The opinion of the court was delivered by: J. Phil Gilbert District Judge
This matter comes before the Court on the plaintiffs' motion for class certification (Doc.
68). The plaintiffs also ask the Court to appoint plaintiffs Joseph J. Mezyk, Mary P. Mulqueeny, Doris L. Carthy, Peggy B. Raymond, Shirley Chatman, Thomas L. Pellett and Richard A. Williams as representatives of the class and to appoint Matthew H. Armstrong and David L. Steelman as class counsel. Defendants U.S. Bank Pension Plan and U.S. Bancorp, Inc. (collectively, "U.S. Bank") have responded to the motion (Doc. 76), and the plaintiffs have replied to that response (Doc. 81).*fn1 The Court held a hearing on the motion on January 25, 2011.
This matter involves provisions in the Mercantile Bancorporation Inc. ("Mercantile") Retirement Plan ("Plan"), a predecessor of the U.S. Bank Pension Plan,*fn2 that governed the transition between Mercantile's prior traditional "final average pay" defined benefit pension plan to a cash balance defined benefit pension plan on December 31, 1998. As part of the conversion from the traditional defined benefit plan to the cash balance plan, the Plan calculated the opening balance of each participant's cash balance account using a whipsaw type calculation. It first projected the annuity to which the participant would have been entitled as of December 31, 1997, under the prior plan at age 65 (the Plan's normal retirement age) using the statutory annual interest rate of 5.05%. It then discounted that sum using a discount rate of 7% for those under 45 years old. For those 45 years old and older, it added early retirement subsidy credits to the annuity calculated as of December 31, 1997, and discounted the sum using a discount rate of 8%. Finally, the Plan added to those amounts "pay credits" (calculated as a percentage of pay depending on the participant's age) and "interest credits" (calculated as a percentage of the discounted annuity amounts) for the year of 1998 to arrive at the participant's opening balance of his cash balance account as of December 31, 1998. Participants were then able to continue to receive pay credits and interest credits (calculated as a variable percentage of the cash balance account balances) annually to augment those cash balance account balances.
Under the Plan, when a participant who had participated in both the traditional final average pay defined benefit and the cash balance features of the Plan retired, he would receive the greater of (1) the value of the accrued benefit as of December 31, 1998, under the traditional final average pay defined benefit feature, (2) the actuarial equivalent of the cash balance account balance determined using a whipsaw calculation or (3) the actual balance of the cash balance account.*fn3 For those participants for whom the value of option (1) exceeded the value of options (2) and (3), the effect of the Plan amendment was to impose a "wearaway" transition, that is, a transition that guaranteed a retiring participant would receive only the accrued benefit under option
(1) unless he had received sufficient pay and interest credits to cause the option (2) or (3) benefit to exceed the value of the option (1) benefit.

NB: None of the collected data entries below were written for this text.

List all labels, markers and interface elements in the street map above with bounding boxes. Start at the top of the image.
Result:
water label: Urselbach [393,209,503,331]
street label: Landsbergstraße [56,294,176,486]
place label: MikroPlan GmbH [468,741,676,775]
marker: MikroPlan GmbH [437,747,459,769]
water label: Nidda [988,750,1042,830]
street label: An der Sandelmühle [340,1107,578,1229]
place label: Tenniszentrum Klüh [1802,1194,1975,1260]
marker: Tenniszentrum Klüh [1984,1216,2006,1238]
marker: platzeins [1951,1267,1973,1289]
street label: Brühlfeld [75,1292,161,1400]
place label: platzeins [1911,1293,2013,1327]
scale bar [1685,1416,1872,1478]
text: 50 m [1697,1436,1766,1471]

There would be, in effect, no further benefit accruals for such a participant until the balance tipped in favor of option (2) or (3).
On December 14, 1998, the Plan distributed notice and a new Summary Plan Description ("SPD") to participants describing the conversion from the traditional defined benefit plan to the cash balance plan. The notice informed participants that, among other things, under the cash balance plan they would immediately begin to receive "cash balance credits" and "interest credits."
The plaintiffs in this case, all former employees of Mercantile, were Plan participants and were 45 years old or older at the time of conversion. Thus, the Plan applied the deeper discount rate to them when it calculated the opening balances of their cash balance accounts. Subsequently, plaintiffs Mezyk, Mulqueeny, Pellett, Williams, Sunder and Jarodsky retired and elected to take their benefits in the form of a lump sum, while plaintiffs Carthy, Raymond and Chatman retired and elected to take their benefits in the form of an annuity. All of the retirements occurred between June 2000 and December 2002.
In this lawsuit, filed May 21, 2009, the plaintiffs claim the Plan failed to give adequate notice of a plan amendment that significantly reduces the rate of future benefit accruals as required by the version of § 204(h) of the Employee Retirement Income Security Act ("ERISA"), 29 U.S.C. § 1054(h), that was effective at the time of conversion (Count I, the "notice claim"). They also claim the SPD distributed with the notice provided a misleading and inaccurate description of certain Plan terms, in violation of the version of § 102 of ERISA, 29 U.S.C. § 1022, that was effective at the time of conversion (Count II, the "SPD claim"). The plaintiffs also claim the Plan committed a breach of contract when it assign an opening cash balance amount less than the actuarial present value of the prior plan balance (Count III, the "anti-cutback claim").*fn4
Alternatively to Counts I through III, the plaintiffs claim they are entitled to benefits under § 502(a)(1)(B) of ERISA, 29 U.S.C. § 1132(a)(1)(B), that they did not receive in their retirement distributions as a result of the allegedly improper notice and opening cash balance account balance calculations (Count IV).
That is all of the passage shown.